This is a rather confusing user interface element:
eBay isn't the only site that does this. I've noticed that Amazon does this too.
It appears that this happens upon my session timing out, however I also notice that my session hasn't completely timed out. For instance, my name and postal code are still remembered as the calculated price including shipping is available when I browse through items. In this half-authenticated state, I can't add items to Watch List, bid, etc.
Is having this half-authenticated state a good idea? Can improvements be made to the greeting/sign in UI as indicated in the attached image?
In regards to the 'half-authenticated state' being a good idea or not, I believe that's mostly a security "feature" to prevent unauthorized users from mucking about in your account too much. Like if your kids jump onto your computer, you don't want them adding stuff to the cart and buying $347 worth of pool noodles for some unknowable reason. Being partially logged out after a while on these sites can be annoying for those of us who don't have to worry about other users, but I can see the need for such things to be implemented both to protect the user and the vendor.

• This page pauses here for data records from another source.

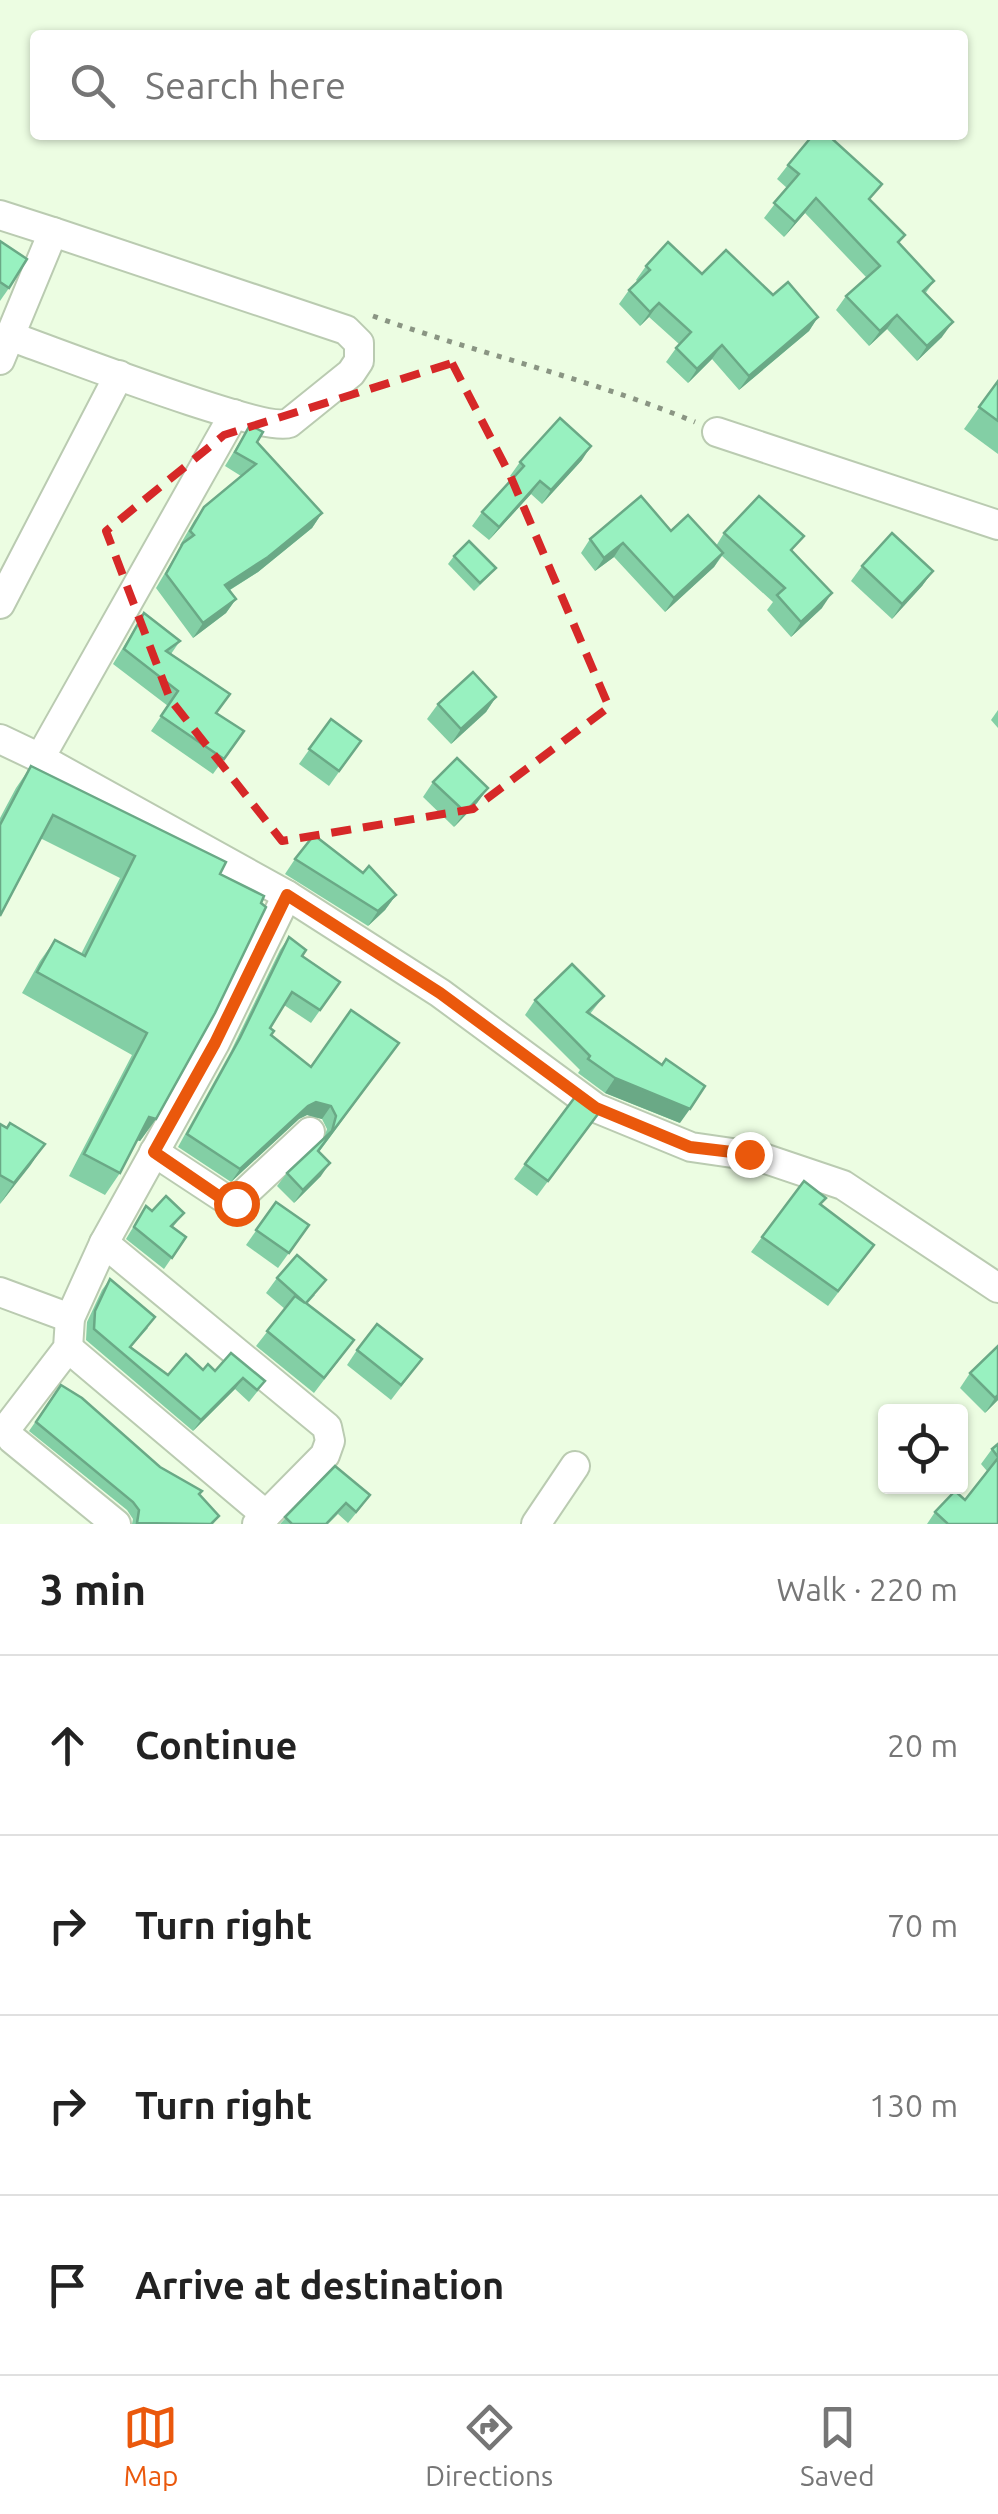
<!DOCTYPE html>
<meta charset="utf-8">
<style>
body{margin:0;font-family:Ubuntu,sans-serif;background:#f2f2f2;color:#222}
.controls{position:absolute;right:30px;bottom:30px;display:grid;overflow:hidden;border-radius:10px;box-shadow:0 2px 8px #0004}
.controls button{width:90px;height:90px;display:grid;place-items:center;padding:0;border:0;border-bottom:2px solid #e0e0e0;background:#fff;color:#222;font:50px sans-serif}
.stop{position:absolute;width:30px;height:30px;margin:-22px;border:8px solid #ea580c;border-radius:50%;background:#fff}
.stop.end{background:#ea580c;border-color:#fff;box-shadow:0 2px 10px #0008}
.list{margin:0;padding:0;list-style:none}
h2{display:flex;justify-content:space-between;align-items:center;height:130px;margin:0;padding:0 40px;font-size:42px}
h2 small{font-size:32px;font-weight:400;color:#767676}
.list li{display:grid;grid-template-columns:65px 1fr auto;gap:30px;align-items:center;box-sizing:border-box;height:180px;padding:0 40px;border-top:2px solid #e0e0e0}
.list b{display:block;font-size:38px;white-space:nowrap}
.list em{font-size:32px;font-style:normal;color:#767676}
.icon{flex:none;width:55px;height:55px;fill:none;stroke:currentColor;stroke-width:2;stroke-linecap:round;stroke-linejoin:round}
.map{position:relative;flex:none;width:998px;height:1524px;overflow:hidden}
.search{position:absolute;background:#fff;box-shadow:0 2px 8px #0004;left:30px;right:30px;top:30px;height:110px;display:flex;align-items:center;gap:25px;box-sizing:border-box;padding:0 35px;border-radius:10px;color:#767676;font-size:38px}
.sheet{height:850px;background:#fff}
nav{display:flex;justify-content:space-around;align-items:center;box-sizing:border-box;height:140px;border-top:2px solid #e0e0e0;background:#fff;font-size:28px;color:#767676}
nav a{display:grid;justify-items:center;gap:5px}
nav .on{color:#ea580c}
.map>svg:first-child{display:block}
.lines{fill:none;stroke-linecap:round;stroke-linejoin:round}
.street-casing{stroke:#bacbb1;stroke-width:32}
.path{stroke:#8a9583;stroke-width:5;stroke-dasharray:5 8;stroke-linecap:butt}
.street{stroke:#fff;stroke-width:28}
.wall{fill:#83cfa5}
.shaded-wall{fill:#6aa986}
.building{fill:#98f1c0;stroke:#6aa986;stroke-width:2.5}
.route{stroke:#ea580c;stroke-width:12}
.marked{fill:none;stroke:#d62828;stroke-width:8;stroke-dasharray:20 12;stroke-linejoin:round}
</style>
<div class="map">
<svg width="998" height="1524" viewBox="0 0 998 1524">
<rect width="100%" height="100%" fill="#ecfde2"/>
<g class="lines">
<g class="street-casing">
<g id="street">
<path d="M0,215L53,232L0,360"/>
<path d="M12,337C53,351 262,433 289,423L351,373L359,361V343L346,330L53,232"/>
<path d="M717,432L998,525"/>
<path d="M0,604L119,375"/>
<path d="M0,739L40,758L287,895L440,993L596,1108L691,1147L760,1157L843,1185L998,1288"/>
<path d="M40,758L234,414"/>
<path d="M154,1152L233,1204L310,1132"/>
<path d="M104,1243L327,1427L330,1441L325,1455L257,1524"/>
<path d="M0,1292L70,1318"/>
<path d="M68,1348L266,1515"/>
<path d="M116,1524L12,1439L8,1432L9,1425L68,1348L70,1318L104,1243L215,1043L287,895"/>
<path d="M536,1524L575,1466"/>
</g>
</g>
<path class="path" d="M373,316C479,354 591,379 695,422"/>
<use href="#street" class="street"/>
</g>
<g class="wall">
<path d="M788,165L870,200L905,235L899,243L934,281L925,294L942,337L917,361L887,329L869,346L836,310L846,296L866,277L805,213L784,237L764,218L787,188L777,179Z"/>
<path d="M0,241L9,288L0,301Z"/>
<path d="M646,266L702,274L773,295L818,317L809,331L739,390L712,359L688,383L666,362L679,344L649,317L640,326L619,304L629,290L638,282L636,280Z"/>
<path d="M998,381V454L964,429Z"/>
<path d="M250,425L257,442L322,513L312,528L258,572L230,590L236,599L226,613L193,638L156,588L181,546L180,545L194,521L204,507L241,476L225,466Z"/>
<path d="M582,460L542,504L531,494L489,540L472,526L482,512L513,478L510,476L520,462Z"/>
<path d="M671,531L716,546L724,533L793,552L822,608L791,637L767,610L773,602L722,556L714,567L665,612L614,557L595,571L581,553L590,539Z"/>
<path d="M454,556L490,575L474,591L448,564Z"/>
<path d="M862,566L933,571L922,586L892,619L851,581Z"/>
<path d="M144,613L180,641L171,654L216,713L244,731L213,774L151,731L168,706L113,664Z"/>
<path d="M496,697L486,712L451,744L427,719L438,704Z"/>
<path d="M998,710V728L991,720Z"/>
<path d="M331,719L361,741L329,786L299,764Z"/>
<path d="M31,766L220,874L156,1119L140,1141L137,1140L120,1173L105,1195L69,1176L132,1055L22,993L40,961L55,940L81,954L120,878L40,838L0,916V818L16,788Z"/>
<path d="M433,782L488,788L477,803L454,827L423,797Z"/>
<path d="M295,859L363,873L396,895L385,910L368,926L285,874Z"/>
<path d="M289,937L302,956L340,982L311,1023L284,1005L270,1028L271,1035L311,1067L399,1043L319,1152L321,1176L294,1203L277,1186L287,1173L324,1138L327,1129L322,1119L307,1115L299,1119L231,1182L178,1147L231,1051L280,950Z"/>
<path d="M604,996L590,1014L680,1123L605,1093L578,1073L580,1070L525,1015L535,1000Z"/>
<path d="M0,1124L45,1144L0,1204Z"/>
<path d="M590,1125L537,1196L514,1179L525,1164Z"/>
<path d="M276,1202L309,1225L278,1268L246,1245Z"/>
<path d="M821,1204L863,1260L828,1306L751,1252L762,1237Z"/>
<path d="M146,1206L152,1211L184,1213L173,1227L186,1237L164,1269L126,1239Z"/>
<path d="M277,1278L315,1295L307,1304L343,1355L314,1393L256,1346L285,1309L266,1293Z"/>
<path d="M110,1279L148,1328L131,1347L168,1375L203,1370L265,1381L257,1392L249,1402L235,1389L193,1431L86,1340L87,1322L102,1290Z"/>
<path d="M998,1346V1400L985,1413L960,1388L970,1373Z"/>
<path d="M357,1350L411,1374L391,1400L347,1365Z"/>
<path d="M61,1385L160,1467L199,1495L219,1516L213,1524H132L133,1519L127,1510L29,1431Z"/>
<path d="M998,1444V1524H927L935,1512L965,1500L987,1471L981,1464L992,1449Z"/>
<path d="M335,1466L362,1506L348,1523L338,1514L328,1524H280Z"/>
</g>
<g class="shaded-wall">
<path d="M816,198L805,213L784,237L795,222Z"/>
<path d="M659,303L649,317L640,326L650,312Z"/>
<path d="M897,315L887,329L869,346L880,331Z"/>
<path d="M818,317L809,331L739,390L749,376Z"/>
<path d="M953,322L942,337L917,361L927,346Z"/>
<path d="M722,345L712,359L688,383L697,369Z"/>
<path d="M591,446L582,460L542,504L551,490Z"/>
<path d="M540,481L531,494L489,540L499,527Z"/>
<path d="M322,513L312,528L258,572L215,599L225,585Z"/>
<path d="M623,543L614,557L595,571L604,558Z"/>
<path d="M723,553L714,567L665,612L674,598Z"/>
<path d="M933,571L922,586L892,619L902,604Z"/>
<path d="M832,593L822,608L791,637L801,622Z"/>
<path d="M236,599L226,613L193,638L203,623Z"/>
<path d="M496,697L486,712L451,744L461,729Z"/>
<path d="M488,788L477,803L454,827L465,812Z"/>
<path d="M396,895L385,910L368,926L378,911Z"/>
<path d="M615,1078L690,1109L680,1123L605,1093Z"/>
<path d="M316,1102L331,1106L322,1119L307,1115L299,1119L231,1182L240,1169L308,1106Z"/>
<path d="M149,1117L156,1119L140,1141L134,1139Z"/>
<path d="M45,1144L30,1166L0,1204L14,1183Z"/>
<path d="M330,1163L321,1176L294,1203L303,1190Z"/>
<path d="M243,1378L235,1389L193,1431L201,1420Z"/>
<path d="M998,1395V1400L985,1413L995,1398Z"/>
</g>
<g class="building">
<path d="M813,135H828L882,184L869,199L905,235L898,242L934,281L923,291L953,322L927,346L897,315L880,331L846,296L880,266L816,198L795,222L774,203L799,174L788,165Z"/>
<path d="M0,241L27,259L9,288L0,282Z"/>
<path d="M668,242L702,274L726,250L773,295L788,282L818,317L749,376L722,345L697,369L676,348L691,332L659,303L650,312L629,290L650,270L646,266Z"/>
<path d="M998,381V421L979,407Z"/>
<path d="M560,418L591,446L551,490L540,481L499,527L482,512L524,466L520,462Z"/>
<path d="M250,425L263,432L257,442L322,513L268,557L225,585L236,599L203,623L166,574L183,543L194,535L190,531L204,507L256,464L235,452Z"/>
<path d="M641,496L671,531L688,515L723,553L674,598L623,543L604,558L590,539Z"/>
<path d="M759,496L804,536L791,550L832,593L801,622L777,595L785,588L724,533Z"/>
<path d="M892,533L933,571L902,604L862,566Z"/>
<path d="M469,541L496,568L480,583L454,556Z"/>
<path d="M144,613L180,641L166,651L230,694L216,713L244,731L224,759L161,716L178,691L124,649Z"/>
<path d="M473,672L496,697L461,729L438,704Z"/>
<path d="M331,719L361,741L339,771L309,749Z"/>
<path d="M457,758L488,788L465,812L433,782Z"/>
<path d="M31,766L226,862L220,874L264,896L261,903L266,907L215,1013L156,1119L149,1117L120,1173L84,1154L147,1033L37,972L55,940L85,956L135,856L53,815L0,916V825Z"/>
<path d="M314,835L363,873L369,866L396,895L378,911L295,859Z"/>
<path d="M289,937L306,950L302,956L340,982L320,1010L292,992L270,1028L274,1031L271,1035L311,1067L351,1010L399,1043L318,1151L330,1163L303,1190L287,1173L332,1131L336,1116L331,1106L316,1102L308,1106L240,1169L187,1134L240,1038Z"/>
<path d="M572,964L604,996L587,1012L662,1065L666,1059L705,1086L690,1109L615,1078L588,1059L590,1056L535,1000Z"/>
<path d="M578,1093L601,1110L548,1181L525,1164Z"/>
<path d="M10,1123L45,1144L14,1183L0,1175V1124L7,1128Z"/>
<path d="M804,1181L826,1198L820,1204L874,1245L838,1291L762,1237Z"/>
<path d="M166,1196L184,1213L171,1226L186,1237L172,1258L134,1227L146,1206L152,1211Z"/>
<path d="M276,1202L309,1225L289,1253L256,1230Z"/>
<path d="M297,1255L326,1280L306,1303L354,1340L324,1378L267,1331L295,1296L305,1303L277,1278Z"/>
<path d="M110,1279L155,1317L130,1347L168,1375L186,1354L203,1370L208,1364L215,1371L231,1353L265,1381L257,1390L243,1378L201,1420L94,1329L95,1311Z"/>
<path d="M377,1324L422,1359L401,1385L357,1350Z"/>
<path d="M998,1346V1395L995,1398L970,1373Z"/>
<path d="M61,1385L82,1398L160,1467L202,1491L199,1494L219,1516L211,1524L137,1523L139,1510L133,1502L36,1422Z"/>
<path d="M998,1444V1457L992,1449Z"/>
<path d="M998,1458V1524H948L935,1512L955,1491L965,1500Z"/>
<path d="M335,1466L370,1495L356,1512L346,1503L326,1524H292L285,1517Z"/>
</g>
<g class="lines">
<path class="route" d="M236,1203L230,1204L154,1152L215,1043L287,895L440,993L596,1108L690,1147L749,1154"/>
</g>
<path class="marked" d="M452,363L510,475L609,707L473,809L282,841L170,699L106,531L224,435Z"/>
</svg>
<div class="controls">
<button><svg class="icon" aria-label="locate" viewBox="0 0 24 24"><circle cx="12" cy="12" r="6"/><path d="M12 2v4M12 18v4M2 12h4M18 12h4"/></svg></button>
</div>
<div class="stop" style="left:236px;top:1203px"></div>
<div class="stop end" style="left:749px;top:1154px"></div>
<div class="search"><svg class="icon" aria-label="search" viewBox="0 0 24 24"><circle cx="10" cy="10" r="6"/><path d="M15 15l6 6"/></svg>Search here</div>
</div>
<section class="sheet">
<h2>3 min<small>Walk · 220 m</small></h2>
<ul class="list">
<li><svg class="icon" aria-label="ahead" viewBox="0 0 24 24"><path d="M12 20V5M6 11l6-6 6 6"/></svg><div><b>Continue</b></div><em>20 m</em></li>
<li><svg class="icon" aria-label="right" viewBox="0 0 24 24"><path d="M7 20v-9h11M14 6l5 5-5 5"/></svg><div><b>Turn right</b></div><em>70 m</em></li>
<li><svg class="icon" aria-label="right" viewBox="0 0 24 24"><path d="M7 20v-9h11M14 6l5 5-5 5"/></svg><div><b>Turn right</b></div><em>130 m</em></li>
<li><svg class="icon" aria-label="arrive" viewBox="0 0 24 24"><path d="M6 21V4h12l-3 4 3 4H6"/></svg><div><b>Arrive at destination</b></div></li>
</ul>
</section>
<nav>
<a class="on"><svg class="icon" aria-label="map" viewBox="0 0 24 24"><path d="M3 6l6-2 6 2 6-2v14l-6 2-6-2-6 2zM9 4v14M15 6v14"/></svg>Map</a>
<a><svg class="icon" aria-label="directions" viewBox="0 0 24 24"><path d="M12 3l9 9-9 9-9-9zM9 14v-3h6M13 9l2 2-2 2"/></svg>Directions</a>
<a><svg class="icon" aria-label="saved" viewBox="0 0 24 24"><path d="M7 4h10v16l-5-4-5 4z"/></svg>Saved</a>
</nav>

As far as the UI element of having that confusing "Hi, Logged-In-Person... Sign in here!" thing; I can't imagine that being anything more than an oversight on somebody's part. As you said, it's just confusing to the user to have conflicting indicators as to whether or not you're currently logged in. An easy way to improve that, clarity-wise, is to change "Sign In" to "Sign Out", which would make it obvious which state you're currently in. Or just remove it completely; most of us are trained, these days, to click our usernames to find the submenu where we can fiddle with settings and whatnot, along with sign out of our account.
This is a common and effective pattern if done correctly. Essentially if there are a few sensitive actions and other less sensitive then delaying the authentication check may allow the user to perform low risk activity unhindered.
Examples of sites that do this well are:
Amazon: Browse and add products to your cart. Try to check out or view account / past orders though and an Auth check is performed.
Apple App Store: Browse apps, use the phone, use existing apps using just basic phone Auth. Try to install an app or change a security setting though and you get prompted for your iTunes or phone password.
eBay should probably get rid of the sign in link and if you try to perform a restricted action request you re-authenticate at that point. The reason eBay may not have done that is because bidding can be time sensitive so if placing a last minute bid not realising that you have to sign in could lose you an item.
To me, this user interface element reminds the user that he or she has a relationship with the website in question, even if the user is currently logged out of the site.
For example, I've used various travel-booking sites, and for some I might have an account, and with others I may have transacted as a "guest." What's more, booking travel is something I do infrequently, so it's hard to remember whether I have an account with a particular website. So if (say) Expedia greets me with a "Hi, Mark! Log in", my name inexorably draws my eye to that UI element, and it tells me that I have an account, and therefore a saved credit card, transaction history, reward points, and the like.
Basically, this pattern reminds the user of their relationship with the service and gets the ball rolling towards getting you logged back into the site. From the point of the view of the online service, it can entice the user into interacting with the site more meaningfully (i.e. in a logged-in state).
Many sites are adopting the partially logged in state when the site recognizes your email address or other account identifier. Maybe the user has not cleared cache and cookies and cache are still good, or maybe he's come from an email. The user is neither fully logged in/authenticated NOR are you logged out.
The "Hi Vincent, Sign In" indicates you are in the partial logged in state-- only your email address or other identifier is recognized. You will probably notice there is an option to log out, which would switch to "Hello. Sign in" at least in the Amazon example.
To access private parts of your user profile, make purchases etc, the user would need to log into to full authentication. As others mentioned the pattern serves as a global indicator that he needs to log in to access sensitive information.
The benefits of this state is that the site can be personalized based on your recent clickstream, providing you recommendations, and store that info in the cookie or in HTML5 local storage. We know users pogo around on websites, and this allows for a more seamless experience as you come back to the site.
The pitfall is it doesn't solve user problems across browser or across device which is increasingly becoming how users use the web.